»»

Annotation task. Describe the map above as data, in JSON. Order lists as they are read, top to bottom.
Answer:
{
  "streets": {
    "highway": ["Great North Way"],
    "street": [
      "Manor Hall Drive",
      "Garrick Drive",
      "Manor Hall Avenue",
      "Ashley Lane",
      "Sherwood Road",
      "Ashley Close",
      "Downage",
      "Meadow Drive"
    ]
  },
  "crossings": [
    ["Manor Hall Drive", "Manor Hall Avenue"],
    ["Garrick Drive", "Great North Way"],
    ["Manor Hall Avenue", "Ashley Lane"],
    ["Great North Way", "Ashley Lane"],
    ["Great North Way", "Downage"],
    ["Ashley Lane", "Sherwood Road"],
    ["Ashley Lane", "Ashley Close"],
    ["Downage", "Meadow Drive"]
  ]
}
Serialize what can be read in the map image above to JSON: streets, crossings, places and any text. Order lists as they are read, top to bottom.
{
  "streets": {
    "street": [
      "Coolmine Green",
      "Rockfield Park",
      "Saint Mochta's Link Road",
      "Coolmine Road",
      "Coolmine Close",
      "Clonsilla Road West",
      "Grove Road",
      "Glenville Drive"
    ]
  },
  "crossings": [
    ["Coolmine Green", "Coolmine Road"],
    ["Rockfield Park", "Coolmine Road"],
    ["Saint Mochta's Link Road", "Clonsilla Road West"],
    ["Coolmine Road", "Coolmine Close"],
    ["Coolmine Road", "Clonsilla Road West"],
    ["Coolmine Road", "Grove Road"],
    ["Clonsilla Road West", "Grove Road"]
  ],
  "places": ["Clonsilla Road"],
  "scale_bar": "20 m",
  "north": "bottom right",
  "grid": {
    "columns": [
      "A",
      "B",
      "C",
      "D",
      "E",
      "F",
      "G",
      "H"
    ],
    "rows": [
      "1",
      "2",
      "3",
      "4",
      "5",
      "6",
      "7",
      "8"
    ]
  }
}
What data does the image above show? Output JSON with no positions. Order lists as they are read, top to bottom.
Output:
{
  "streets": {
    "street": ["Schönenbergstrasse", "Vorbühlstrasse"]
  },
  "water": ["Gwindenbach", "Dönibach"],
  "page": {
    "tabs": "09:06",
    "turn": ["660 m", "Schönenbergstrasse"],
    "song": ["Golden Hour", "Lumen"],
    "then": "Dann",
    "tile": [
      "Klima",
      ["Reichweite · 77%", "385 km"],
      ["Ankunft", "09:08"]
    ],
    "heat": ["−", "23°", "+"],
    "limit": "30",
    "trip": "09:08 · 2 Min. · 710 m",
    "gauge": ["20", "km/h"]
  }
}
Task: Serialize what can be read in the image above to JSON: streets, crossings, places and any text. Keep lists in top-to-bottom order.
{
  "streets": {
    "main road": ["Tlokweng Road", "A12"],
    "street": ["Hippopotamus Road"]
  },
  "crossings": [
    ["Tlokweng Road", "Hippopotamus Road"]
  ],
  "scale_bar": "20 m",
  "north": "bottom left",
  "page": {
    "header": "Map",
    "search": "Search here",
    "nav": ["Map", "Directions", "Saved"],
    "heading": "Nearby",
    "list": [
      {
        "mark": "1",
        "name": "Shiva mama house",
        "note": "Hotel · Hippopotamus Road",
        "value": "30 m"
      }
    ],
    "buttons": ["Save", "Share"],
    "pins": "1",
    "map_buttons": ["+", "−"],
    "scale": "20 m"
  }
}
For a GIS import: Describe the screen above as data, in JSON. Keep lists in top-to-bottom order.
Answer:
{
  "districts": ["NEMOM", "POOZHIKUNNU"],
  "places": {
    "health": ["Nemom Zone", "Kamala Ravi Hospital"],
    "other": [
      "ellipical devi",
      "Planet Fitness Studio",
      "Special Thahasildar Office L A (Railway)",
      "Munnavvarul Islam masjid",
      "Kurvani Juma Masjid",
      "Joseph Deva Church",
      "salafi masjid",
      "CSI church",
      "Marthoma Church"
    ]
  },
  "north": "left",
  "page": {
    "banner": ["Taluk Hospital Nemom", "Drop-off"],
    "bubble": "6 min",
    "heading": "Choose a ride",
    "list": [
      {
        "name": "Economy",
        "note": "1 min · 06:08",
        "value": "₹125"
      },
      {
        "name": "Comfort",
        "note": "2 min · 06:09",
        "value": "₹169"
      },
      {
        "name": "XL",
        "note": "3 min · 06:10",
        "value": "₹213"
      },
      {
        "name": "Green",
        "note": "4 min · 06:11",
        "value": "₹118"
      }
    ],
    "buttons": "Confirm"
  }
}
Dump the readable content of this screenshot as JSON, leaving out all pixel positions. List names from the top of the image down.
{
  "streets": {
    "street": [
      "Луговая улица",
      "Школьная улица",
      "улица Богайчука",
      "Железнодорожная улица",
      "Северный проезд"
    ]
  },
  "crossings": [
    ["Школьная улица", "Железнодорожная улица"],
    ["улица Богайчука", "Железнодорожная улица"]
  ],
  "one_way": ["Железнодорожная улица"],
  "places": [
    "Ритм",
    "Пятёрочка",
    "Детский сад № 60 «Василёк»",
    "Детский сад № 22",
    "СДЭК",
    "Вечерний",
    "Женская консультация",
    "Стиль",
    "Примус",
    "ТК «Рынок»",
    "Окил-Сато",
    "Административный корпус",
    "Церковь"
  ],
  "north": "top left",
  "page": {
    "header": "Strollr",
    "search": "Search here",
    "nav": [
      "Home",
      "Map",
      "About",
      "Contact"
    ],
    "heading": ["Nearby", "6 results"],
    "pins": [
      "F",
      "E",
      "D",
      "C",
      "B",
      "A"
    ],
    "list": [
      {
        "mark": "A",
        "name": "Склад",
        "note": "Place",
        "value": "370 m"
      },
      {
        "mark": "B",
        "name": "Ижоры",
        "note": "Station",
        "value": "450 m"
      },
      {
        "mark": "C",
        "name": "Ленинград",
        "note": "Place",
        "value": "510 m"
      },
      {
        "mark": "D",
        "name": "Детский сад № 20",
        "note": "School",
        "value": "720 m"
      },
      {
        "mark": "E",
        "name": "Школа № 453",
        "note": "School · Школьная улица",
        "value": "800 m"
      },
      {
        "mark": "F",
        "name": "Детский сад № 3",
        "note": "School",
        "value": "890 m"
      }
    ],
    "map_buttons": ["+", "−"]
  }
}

««

- Work instructions:
Sift through the material above and copy each line that holds "Schönenbergstrasse".

- Your solution:
    "street": ["Schönenbergstrasse", "Vorbühlstrasse"]
    "turn": ["660 m", "Schönenbergstrasse"],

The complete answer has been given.